[Work request] The answer must consist of each line below that contains the word "compass", copied in full.

[Records for the task]
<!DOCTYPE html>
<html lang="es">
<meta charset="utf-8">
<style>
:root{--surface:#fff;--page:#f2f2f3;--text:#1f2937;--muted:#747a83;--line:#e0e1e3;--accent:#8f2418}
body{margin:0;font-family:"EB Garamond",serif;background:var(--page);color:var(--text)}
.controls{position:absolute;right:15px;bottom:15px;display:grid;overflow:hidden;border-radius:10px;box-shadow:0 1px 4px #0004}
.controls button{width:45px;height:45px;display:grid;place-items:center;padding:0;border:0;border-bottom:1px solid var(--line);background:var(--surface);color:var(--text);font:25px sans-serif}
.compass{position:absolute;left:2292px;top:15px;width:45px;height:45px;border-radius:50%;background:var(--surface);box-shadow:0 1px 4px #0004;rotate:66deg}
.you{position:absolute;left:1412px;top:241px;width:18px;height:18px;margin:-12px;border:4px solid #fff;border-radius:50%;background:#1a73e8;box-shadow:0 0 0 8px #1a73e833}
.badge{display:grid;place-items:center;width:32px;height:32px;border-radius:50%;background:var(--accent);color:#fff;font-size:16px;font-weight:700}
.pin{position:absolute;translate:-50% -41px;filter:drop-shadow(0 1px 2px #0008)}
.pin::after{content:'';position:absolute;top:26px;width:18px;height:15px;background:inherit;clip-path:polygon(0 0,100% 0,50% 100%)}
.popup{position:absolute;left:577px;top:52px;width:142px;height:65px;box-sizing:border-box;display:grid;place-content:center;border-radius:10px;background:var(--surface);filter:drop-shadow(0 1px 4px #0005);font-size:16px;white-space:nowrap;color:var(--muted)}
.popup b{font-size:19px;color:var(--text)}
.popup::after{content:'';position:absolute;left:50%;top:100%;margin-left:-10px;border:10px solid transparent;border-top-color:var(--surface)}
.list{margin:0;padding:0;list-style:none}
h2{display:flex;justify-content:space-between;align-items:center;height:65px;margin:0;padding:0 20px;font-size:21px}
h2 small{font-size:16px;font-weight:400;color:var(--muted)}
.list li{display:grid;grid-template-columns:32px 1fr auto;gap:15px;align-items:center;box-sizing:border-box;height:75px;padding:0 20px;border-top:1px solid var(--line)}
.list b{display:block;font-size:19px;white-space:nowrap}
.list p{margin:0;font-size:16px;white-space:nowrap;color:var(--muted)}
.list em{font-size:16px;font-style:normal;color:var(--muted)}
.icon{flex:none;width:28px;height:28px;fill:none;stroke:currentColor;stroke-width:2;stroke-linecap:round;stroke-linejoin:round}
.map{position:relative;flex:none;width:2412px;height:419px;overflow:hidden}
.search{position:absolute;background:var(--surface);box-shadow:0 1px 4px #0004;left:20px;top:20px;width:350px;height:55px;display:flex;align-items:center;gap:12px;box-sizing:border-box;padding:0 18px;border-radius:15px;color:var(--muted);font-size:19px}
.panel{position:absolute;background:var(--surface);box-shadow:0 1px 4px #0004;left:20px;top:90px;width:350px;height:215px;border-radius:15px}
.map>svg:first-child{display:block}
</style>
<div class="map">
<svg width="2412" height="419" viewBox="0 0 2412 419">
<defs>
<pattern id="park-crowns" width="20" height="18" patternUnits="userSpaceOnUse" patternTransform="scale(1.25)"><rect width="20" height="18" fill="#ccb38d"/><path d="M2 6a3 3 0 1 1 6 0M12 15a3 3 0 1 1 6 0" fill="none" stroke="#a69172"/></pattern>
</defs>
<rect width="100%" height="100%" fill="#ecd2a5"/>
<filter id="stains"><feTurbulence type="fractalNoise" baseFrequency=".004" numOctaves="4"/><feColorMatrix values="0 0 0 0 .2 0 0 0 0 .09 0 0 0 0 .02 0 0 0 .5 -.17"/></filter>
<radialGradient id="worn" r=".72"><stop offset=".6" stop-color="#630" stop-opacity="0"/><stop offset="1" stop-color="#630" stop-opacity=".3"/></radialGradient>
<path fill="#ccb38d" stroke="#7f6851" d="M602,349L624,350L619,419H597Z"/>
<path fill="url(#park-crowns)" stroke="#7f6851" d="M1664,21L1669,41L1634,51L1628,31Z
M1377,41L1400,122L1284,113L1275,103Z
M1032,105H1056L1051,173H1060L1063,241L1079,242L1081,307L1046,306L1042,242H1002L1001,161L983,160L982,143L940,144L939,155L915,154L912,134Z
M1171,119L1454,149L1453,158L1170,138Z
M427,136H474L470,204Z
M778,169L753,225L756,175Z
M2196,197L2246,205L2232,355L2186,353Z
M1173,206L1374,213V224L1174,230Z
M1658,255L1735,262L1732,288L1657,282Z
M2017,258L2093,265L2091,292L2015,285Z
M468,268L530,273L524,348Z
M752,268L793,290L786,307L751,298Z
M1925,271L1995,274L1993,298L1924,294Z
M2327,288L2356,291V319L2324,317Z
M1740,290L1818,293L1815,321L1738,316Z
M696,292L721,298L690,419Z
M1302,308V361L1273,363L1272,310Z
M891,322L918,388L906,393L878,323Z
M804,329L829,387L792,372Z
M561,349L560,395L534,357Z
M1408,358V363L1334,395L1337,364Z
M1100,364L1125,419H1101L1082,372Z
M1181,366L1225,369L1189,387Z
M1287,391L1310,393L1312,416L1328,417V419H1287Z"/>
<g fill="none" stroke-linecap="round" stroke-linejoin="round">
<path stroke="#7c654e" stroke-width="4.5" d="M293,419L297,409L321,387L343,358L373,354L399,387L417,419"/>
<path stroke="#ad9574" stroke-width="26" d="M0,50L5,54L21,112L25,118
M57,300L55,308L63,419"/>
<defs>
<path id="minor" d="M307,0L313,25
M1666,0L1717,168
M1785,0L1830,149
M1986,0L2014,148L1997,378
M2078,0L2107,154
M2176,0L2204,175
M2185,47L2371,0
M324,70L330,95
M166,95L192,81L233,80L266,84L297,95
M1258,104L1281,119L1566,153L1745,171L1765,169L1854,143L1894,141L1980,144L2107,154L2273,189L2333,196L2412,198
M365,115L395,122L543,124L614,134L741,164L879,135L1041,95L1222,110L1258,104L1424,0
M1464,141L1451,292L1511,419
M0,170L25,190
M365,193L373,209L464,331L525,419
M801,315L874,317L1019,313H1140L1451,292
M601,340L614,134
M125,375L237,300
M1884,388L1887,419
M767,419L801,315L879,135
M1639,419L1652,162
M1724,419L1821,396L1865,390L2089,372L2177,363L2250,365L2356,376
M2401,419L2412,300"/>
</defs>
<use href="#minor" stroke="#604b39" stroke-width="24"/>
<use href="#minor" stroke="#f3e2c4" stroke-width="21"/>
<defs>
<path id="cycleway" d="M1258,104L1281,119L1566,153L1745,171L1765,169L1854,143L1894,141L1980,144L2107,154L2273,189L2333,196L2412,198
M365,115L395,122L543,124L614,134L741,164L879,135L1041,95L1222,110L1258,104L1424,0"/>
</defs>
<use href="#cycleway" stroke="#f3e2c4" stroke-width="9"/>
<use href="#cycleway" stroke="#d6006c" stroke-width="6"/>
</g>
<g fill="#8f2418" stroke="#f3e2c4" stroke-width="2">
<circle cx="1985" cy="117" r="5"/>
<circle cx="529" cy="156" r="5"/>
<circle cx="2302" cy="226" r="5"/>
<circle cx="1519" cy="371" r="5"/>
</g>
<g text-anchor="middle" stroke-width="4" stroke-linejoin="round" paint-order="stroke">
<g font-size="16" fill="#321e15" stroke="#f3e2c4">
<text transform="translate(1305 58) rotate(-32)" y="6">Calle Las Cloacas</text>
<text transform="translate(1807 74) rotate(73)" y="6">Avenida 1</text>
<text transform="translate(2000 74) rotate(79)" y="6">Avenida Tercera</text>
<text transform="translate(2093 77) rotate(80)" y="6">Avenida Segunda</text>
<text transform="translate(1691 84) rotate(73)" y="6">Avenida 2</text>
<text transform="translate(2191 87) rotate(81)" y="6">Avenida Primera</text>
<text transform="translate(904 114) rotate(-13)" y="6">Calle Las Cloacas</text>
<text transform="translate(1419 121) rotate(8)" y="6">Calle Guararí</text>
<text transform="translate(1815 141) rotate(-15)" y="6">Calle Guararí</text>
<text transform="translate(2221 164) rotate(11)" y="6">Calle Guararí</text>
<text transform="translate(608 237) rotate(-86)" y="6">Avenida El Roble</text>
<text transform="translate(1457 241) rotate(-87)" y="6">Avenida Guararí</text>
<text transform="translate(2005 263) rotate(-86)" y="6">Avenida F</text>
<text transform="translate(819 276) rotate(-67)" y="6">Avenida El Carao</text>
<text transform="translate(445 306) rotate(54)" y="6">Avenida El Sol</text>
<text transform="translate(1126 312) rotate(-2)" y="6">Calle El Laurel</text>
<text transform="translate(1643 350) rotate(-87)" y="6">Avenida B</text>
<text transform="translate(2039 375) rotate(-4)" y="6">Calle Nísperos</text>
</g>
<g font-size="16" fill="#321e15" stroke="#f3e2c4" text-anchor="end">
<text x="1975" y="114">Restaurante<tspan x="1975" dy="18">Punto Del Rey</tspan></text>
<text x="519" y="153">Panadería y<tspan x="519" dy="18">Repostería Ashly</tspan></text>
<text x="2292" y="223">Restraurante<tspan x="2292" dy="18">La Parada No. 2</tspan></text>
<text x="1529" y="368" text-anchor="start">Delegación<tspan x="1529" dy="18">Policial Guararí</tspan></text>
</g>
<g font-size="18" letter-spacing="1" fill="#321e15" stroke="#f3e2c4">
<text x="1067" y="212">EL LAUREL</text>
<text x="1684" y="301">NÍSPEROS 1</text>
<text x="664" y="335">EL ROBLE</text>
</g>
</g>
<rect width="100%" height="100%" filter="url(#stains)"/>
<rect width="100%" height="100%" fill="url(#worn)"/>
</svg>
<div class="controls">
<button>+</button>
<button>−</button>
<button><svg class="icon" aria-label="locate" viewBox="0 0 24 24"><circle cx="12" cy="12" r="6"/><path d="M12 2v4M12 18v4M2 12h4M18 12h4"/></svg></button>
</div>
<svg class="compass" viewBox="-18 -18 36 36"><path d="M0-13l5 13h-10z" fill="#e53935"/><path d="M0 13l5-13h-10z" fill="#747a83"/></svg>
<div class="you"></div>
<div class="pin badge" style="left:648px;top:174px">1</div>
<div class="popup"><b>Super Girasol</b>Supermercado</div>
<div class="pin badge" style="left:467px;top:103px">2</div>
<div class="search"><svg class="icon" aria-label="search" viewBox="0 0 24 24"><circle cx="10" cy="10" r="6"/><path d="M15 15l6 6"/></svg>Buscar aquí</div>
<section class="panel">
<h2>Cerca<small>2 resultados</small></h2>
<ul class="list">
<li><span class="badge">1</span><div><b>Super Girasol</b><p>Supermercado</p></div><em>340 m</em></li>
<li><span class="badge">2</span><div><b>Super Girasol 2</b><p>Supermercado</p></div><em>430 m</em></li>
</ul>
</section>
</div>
...
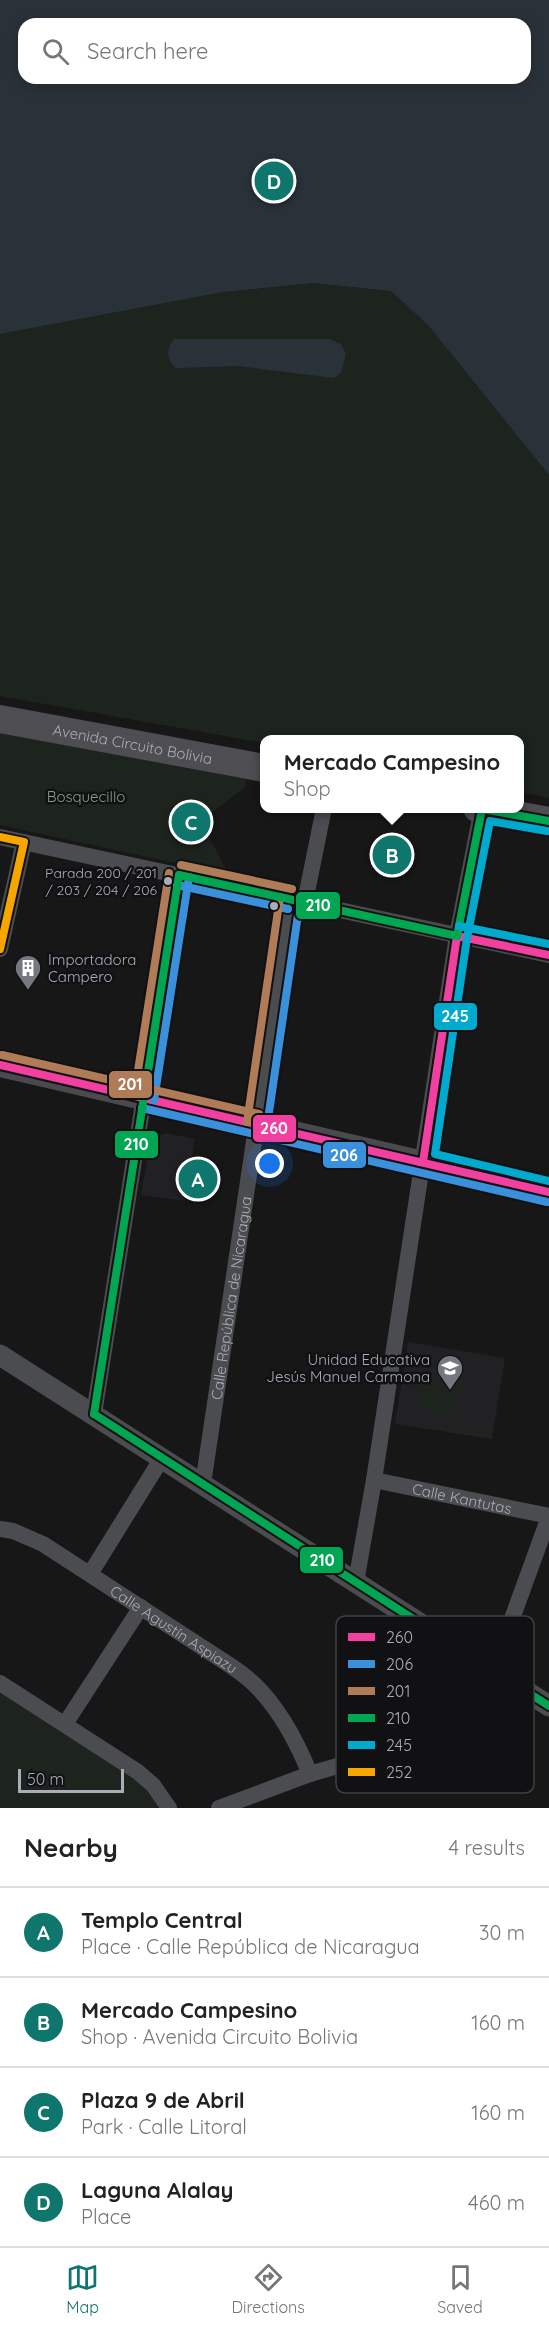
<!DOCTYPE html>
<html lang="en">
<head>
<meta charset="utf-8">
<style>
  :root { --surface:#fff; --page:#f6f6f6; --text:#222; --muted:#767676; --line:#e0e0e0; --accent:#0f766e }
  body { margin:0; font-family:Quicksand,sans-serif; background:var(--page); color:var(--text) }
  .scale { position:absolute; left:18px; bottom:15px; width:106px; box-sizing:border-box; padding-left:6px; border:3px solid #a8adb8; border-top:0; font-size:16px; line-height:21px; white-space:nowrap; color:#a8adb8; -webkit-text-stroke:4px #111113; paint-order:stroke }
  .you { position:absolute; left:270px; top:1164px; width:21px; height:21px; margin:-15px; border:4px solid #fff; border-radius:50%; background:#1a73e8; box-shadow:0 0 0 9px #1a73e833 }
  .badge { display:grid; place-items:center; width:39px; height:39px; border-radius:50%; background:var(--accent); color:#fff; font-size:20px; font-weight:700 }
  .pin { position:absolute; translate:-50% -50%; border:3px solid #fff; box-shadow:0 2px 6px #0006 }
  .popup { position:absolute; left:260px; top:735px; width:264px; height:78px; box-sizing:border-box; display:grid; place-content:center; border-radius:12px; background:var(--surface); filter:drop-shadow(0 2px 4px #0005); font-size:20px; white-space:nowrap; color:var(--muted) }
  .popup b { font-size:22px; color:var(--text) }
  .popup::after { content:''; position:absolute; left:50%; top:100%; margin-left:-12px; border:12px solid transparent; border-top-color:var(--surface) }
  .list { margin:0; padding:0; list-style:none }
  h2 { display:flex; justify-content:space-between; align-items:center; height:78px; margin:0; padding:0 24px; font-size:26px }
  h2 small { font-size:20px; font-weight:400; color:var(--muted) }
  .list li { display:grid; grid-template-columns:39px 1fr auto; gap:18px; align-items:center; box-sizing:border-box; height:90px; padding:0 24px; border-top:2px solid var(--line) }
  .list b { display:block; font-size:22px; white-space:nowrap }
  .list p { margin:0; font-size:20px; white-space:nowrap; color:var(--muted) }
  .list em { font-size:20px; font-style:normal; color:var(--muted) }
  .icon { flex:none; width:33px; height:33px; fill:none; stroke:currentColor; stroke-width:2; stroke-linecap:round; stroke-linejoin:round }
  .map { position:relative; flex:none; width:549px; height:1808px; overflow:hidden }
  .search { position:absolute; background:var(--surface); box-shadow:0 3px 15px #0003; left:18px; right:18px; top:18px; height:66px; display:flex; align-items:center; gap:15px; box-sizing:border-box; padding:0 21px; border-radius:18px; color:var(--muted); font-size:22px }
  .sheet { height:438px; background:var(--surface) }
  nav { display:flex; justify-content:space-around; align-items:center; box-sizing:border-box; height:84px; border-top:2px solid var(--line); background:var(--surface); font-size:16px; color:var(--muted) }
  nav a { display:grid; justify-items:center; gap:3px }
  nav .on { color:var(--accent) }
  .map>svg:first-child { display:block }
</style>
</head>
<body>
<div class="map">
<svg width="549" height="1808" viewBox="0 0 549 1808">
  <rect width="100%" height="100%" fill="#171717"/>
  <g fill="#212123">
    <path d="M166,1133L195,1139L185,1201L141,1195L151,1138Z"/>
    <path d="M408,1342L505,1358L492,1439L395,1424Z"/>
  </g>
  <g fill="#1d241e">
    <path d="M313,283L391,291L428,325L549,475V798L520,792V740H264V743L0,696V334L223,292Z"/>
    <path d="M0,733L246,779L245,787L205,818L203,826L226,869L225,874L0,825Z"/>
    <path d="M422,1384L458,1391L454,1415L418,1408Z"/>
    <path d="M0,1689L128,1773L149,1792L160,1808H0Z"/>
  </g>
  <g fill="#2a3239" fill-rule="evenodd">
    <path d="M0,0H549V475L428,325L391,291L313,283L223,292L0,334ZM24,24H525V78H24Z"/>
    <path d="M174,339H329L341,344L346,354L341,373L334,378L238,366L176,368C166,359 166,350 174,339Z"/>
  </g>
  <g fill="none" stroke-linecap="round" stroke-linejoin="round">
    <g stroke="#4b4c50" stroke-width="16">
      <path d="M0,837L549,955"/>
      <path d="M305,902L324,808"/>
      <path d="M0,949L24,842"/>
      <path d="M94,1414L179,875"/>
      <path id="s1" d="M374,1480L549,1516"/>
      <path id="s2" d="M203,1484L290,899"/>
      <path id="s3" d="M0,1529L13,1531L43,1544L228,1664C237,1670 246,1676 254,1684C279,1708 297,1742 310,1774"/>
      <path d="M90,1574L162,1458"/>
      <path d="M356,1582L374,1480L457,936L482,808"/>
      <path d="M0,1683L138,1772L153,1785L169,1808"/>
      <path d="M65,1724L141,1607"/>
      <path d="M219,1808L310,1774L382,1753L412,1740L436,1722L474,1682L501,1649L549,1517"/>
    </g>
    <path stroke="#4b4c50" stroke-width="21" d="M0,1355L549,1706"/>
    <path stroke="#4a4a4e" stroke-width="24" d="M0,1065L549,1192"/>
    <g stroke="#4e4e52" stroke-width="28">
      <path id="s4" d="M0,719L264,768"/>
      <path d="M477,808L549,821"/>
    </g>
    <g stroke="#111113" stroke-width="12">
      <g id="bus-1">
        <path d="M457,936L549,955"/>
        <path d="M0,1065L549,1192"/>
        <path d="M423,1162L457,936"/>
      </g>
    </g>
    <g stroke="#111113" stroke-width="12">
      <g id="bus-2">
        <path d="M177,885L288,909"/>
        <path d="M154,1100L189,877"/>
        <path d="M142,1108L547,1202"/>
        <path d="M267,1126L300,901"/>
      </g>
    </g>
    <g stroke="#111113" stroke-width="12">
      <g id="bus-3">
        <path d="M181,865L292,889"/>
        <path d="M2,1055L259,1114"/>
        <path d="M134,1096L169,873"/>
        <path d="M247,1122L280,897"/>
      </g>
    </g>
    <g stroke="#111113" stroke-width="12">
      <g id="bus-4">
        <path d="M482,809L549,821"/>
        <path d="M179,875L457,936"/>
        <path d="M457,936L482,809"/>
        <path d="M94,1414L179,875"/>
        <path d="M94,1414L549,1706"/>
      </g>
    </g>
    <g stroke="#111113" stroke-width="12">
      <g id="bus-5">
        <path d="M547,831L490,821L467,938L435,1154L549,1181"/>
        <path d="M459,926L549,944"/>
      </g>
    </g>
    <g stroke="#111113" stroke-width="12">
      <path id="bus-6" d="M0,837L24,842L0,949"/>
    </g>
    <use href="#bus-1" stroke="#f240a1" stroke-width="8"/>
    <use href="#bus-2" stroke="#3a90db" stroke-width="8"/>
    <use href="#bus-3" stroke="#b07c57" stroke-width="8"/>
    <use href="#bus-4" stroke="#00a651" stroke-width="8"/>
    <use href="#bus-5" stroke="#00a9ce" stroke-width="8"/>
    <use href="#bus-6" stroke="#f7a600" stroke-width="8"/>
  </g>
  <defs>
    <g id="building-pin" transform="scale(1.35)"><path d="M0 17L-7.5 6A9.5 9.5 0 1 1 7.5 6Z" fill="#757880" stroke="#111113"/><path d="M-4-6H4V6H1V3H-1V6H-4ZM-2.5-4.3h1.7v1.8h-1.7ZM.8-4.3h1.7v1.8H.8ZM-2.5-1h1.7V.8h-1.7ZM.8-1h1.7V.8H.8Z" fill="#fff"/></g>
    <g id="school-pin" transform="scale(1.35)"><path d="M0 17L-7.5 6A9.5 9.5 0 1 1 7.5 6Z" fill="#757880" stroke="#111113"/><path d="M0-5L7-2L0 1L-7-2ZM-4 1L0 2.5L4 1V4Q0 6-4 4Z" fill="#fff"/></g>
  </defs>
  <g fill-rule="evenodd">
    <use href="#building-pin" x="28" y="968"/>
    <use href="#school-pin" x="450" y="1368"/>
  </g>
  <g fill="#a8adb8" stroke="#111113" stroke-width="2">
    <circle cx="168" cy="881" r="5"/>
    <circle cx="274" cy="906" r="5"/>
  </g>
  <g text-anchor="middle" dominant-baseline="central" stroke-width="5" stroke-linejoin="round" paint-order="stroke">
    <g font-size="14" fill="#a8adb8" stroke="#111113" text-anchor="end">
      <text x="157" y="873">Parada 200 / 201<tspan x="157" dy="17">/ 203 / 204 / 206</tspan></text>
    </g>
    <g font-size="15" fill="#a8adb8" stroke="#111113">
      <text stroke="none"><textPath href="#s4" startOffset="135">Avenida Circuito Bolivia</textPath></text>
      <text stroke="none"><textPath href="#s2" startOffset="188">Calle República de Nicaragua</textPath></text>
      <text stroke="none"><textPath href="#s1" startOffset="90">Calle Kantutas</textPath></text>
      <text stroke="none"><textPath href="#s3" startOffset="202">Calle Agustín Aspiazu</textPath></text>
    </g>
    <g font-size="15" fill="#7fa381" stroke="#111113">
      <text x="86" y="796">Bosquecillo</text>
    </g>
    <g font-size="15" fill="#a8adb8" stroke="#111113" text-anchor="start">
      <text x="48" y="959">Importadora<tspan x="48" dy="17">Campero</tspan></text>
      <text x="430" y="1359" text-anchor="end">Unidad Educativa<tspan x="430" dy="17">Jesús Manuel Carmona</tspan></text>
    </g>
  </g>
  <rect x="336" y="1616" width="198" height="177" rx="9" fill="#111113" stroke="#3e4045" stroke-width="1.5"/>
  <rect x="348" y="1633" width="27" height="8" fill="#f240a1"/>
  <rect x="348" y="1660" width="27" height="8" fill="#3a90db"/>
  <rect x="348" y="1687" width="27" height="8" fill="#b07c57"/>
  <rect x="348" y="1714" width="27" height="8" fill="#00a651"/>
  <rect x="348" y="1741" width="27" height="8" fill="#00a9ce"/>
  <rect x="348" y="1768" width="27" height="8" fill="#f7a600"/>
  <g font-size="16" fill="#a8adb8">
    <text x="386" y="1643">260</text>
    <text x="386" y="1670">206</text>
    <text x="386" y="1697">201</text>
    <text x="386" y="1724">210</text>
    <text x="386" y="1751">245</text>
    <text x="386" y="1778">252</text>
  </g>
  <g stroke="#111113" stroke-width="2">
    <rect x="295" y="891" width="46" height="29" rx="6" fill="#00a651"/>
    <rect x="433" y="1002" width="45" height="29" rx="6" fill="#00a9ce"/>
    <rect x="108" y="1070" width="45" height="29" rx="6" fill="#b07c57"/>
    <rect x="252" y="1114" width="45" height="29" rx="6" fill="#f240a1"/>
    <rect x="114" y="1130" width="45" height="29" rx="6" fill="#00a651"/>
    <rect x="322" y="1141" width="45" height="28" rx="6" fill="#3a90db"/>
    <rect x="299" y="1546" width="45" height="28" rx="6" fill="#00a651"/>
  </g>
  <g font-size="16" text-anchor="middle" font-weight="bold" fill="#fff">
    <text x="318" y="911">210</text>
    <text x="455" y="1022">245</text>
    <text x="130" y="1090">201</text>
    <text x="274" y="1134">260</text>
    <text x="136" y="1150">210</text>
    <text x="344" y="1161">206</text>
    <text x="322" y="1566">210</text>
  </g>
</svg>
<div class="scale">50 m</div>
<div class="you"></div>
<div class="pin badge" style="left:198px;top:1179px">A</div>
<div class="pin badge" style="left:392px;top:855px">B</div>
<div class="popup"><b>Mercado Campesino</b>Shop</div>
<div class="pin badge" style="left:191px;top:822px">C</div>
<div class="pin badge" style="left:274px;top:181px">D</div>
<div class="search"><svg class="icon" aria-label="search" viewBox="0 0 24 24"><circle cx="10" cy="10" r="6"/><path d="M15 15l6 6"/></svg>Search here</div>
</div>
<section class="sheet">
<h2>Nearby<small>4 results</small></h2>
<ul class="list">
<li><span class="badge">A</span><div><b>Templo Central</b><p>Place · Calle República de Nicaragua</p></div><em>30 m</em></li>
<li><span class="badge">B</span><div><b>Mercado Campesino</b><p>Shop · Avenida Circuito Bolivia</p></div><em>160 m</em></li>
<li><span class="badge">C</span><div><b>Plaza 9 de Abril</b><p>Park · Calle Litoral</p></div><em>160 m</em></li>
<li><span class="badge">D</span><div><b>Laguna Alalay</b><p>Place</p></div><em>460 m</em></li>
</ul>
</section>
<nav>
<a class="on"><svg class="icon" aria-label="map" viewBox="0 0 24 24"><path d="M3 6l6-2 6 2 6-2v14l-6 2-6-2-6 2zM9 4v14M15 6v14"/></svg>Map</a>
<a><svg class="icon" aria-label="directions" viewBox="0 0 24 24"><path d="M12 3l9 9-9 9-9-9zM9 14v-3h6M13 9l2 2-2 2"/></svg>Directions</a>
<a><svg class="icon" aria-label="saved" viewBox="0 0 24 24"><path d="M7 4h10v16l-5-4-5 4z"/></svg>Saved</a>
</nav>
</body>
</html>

[Response to this exercise]
.compass{position:absolute;left:2292px;top:15px;width:45px;height:45px;border-radius:50%;background:var(--surface);box-shadow:0 1px 4px #0004;rotate:66deg}
<svg class="compass" viewBox="-18 -18 36 36"><path d="M0-13l5 13h-10z" fill="#e53935"/><path d="M0 13l5-13h-10z" fill="#747a83"/></svg>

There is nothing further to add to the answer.